The second effect is a redistribution of costs. Because institutional disparities in research output are far greater than institutional disparities in library holdings, any shift from a pricing model based on subscriptions to a model based on publishing productivity will reduce the proportion of the total cost paid by most institutions and increase the proportion paid by the largest research universities. Within this sample, two universities (Harvard and Michigan) would each pay a greater share of the total systemwide cost under the PLoS model. The other 22 institutions would pay not only lower dollar amounts but a lower proportion of the total cost.

The preeminence of Harvard and Michigan in the life sciences has a major impact on the distribution of open-access journal costs within this sample. For instance, Harvard authors publish an average of 202 papers in SCI-indexed cell biology journals each year—roughly 6 percent of the total national research output in this area, and more than the authors at the other 23 institutions combined (ISI 2006a). Both Harvard and Michigan are among the top 15 recipients of funding from the National Institutes of Health (NIH 2007b). Likewise, a recent guide to graduate programs ranked Harvard 2nd and Michigan 12th in the Biological Sciences (PhD) category. Harvard was ranked 1st, and Michigan 11th, in the Medical (Research) category (US News and World Report 2006).

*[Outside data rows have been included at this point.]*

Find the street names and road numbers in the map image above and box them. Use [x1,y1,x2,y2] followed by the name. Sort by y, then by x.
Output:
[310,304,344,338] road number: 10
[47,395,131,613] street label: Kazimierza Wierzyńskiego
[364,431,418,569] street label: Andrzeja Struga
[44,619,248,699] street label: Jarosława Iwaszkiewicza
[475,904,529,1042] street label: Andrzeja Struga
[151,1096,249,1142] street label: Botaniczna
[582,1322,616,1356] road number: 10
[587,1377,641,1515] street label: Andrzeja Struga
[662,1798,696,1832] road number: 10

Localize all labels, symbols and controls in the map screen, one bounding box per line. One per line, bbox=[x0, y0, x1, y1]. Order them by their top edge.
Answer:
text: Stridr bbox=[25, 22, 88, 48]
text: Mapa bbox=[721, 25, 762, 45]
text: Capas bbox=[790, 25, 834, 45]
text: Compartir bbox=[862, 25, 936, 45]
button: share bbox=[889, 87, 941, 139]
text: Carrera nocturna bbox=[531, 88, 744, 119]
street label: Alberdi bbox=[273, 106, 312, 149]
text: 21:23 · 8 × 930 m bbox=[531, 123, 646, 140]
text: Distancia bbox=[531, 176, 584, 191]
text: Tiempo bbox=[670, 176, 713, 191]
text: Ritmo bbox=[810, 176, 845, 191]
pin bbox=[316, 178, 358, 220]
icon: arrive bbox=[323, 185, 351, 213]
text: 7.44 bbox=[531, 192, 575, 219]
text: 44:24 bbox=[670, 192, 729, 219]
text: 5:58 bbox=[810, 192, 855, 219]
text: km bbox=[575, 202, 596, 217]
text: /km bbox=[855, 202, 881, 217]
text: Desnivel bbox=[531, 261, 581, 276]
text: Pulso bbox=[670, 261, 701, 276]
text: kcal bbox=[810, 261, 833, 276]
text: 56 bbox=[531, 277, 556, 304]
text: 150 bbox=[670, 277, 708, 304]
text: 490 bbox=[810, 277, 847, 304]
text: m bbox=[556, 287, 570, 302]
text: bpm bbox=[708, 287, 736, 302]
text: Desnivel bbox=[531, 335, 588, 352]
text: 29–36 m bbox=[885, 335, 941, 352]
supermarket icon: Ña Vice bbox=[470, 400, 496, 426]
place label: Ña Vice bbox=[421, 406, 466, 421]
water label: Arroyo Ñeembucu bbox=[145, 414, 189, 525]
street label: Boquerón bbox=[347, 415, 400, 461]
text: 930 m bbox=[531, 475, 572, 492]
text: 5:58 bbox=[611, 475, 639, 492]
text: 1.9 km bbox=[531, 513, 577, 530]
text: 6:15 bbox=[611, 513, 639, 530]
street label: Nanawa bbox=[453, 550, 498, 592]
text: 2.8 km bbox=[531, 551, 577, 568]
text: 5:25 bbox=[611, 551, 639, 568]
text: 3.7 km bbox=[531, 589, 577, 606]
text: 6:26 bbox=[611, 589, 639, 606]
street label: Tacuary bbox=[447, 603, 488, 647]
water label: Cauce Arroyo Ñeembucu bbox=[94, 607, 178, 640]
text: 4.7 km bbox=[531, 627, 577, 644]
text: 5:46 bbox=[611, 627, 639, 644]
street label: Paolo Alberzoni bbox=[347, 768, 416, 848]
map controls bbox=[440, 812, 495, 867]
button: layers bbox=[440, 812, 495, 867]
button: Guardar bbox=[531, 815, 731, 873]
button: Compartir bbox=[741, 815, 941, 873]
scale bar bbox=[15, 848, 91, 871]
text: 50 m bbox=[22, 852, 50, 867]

The data in table 2 suggest a three-group typology of academic institutions. Specifically, Harvard and Michigan—the universities that would pay a larger share of the cost under the PLoS model—can be regarded as primary producers of research in the field of cell biology. They would gain access to additional journals in an open-access environment, but not in proportion to their share of the total cost. Sixteen other institutions in the sample—those with significant expenditures under the conventional model but savings of 50 percent or more under the PLoS model—can be regarded chiefly as consumers of cell biology research. They are the institutions that stand to gain the most from the widespread adoption of open-access pricing. Finally, six colleges in the sample—those with costs of $200 or less under both the conventional model and the PLoS model—are neither producers nor consumers of research in cell biology (see Table 1). The impact of open access on these institutions is difficult to predict. On the one hand, these colleges currently operate without access to any of the 154 cell biology journals indexed in SCI. On the other hand, free online access might encourage faculty and students at these institutions to make greater use of the scientific literature. That is, improved access to scholarly work may itself encourage greater research productivity.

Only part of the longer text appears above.